Top of Record extracts
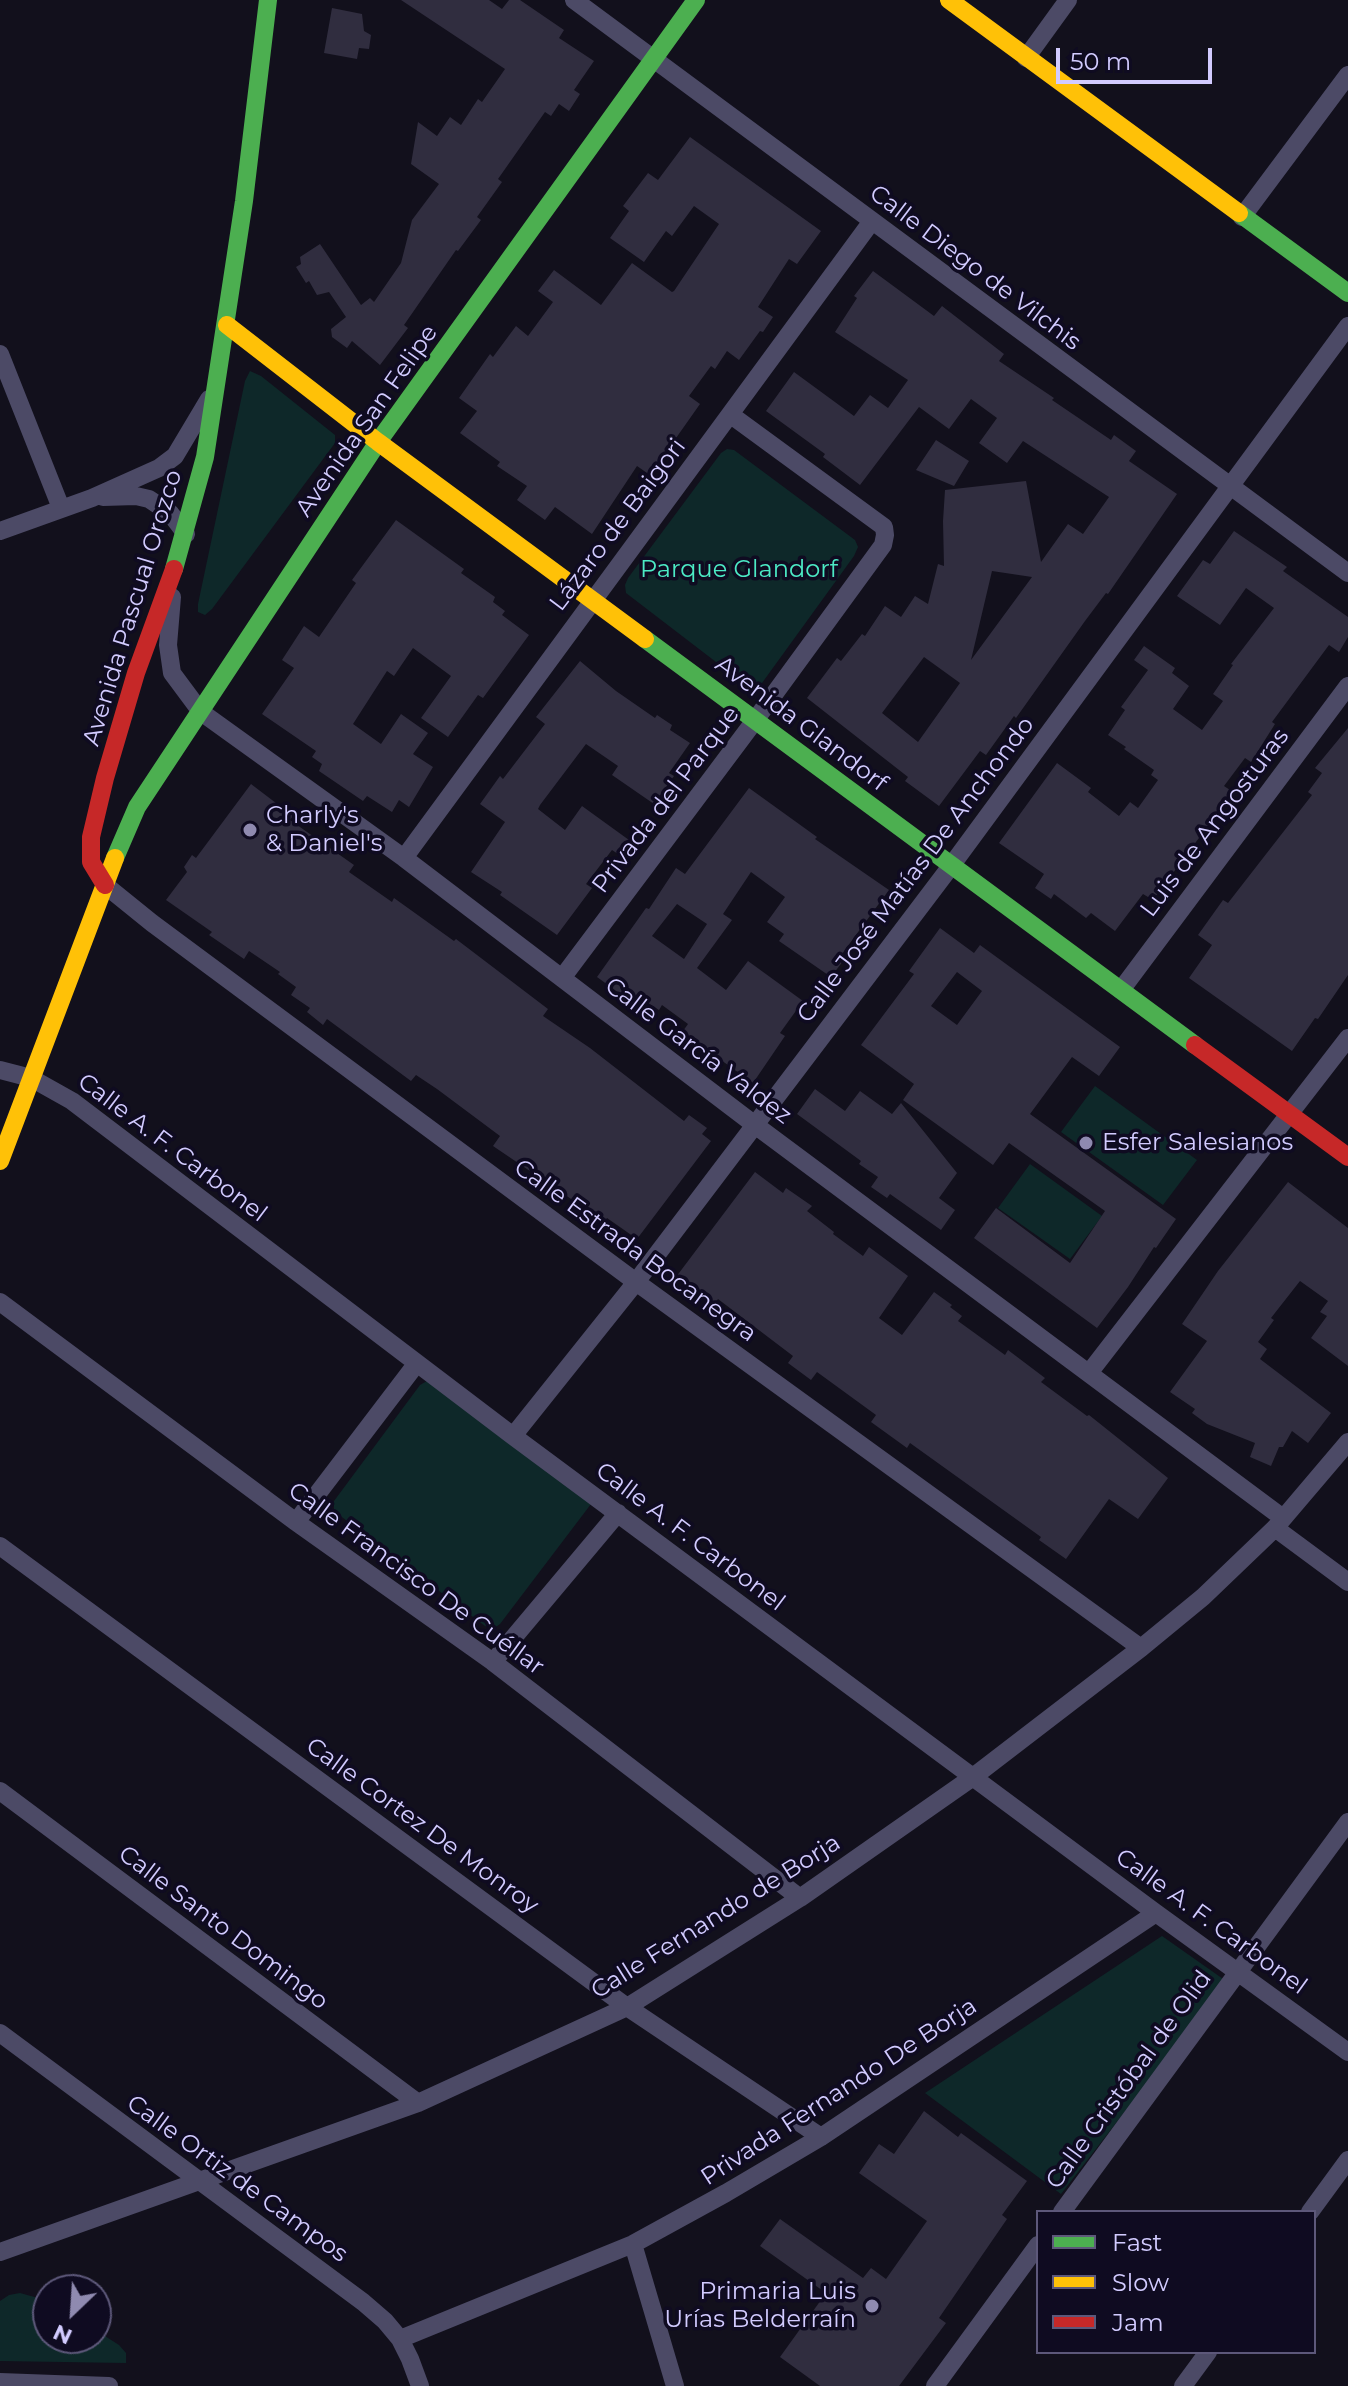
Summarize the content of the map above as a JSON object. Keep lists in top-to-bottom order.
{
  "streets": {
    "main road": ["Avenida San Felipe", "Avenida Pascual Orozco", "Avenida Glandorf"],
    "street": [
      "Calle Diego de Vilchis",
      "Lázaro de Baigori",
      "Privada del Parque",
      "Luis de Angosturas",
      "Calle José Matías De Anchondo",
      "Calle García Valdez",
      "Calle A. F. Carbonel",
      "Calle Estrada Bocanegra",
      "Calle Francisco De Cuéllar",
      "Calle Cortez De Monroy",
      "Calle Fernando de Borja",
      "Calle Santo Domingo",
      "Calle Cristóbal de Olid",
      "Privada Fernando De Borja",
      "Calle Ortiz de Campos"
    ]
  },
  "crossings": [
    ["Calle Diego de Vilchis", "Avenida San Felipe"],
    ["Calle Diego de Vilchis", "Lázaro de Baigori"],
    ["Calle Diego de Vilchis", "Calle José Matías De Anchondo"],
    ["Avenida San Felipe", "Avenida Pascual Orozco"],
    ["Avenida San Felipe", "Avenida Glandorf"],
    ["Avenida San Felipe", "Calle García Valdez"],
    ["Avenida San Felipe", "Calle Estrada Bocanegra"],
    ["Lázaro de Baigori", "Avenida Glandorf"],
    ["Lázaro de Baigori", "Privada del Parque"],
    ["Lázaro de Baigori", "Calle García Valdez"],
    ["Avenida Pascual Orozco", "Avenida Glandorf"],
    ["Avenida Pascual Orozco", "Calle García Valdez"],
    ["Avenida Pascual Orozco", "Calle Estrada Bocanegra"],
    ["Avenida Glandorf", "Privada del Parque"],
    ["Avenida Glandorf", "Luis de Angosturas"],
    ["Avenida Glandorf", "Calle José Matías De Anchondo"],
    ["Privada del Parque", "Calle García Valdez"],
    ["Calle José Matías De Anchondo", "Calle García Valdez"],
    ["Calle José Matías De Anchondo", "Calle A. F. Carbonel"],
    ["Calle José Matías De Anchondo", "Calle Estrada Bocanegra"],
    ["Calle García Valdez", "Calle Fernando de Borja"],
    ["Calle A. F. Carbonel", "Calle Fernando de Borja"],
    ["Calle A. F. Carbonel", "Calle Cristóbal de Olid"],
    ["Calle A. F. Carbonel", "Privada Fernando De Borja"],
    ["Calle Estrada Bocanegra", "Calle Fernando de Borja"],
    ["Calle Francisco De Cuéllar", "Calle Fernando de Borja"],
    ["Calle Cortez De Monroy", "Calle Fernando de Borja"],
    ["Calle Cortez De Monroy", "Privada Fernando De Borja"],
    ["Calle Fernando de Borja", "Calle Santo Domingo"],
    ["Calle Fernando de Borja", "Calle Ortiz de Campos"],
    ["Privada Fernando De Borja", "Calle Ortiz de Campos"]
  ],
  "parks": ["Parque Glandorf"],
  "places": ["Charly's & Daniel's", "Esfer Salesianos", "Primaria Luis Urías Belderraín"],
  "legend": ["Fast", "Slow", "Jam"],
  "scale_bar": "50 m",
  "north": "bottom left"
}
Bottom of Record extracts
Task to complete — Find each line in the data above with the word "Campos", then copy it.

Answer section —
      "Calle Ortiz de Campos"
    ["Calle Fernando de Borja", "Calle Ortiz de Campos"],
    ["Privada Fernando De Borja", "Calle Ortiz de Campos"]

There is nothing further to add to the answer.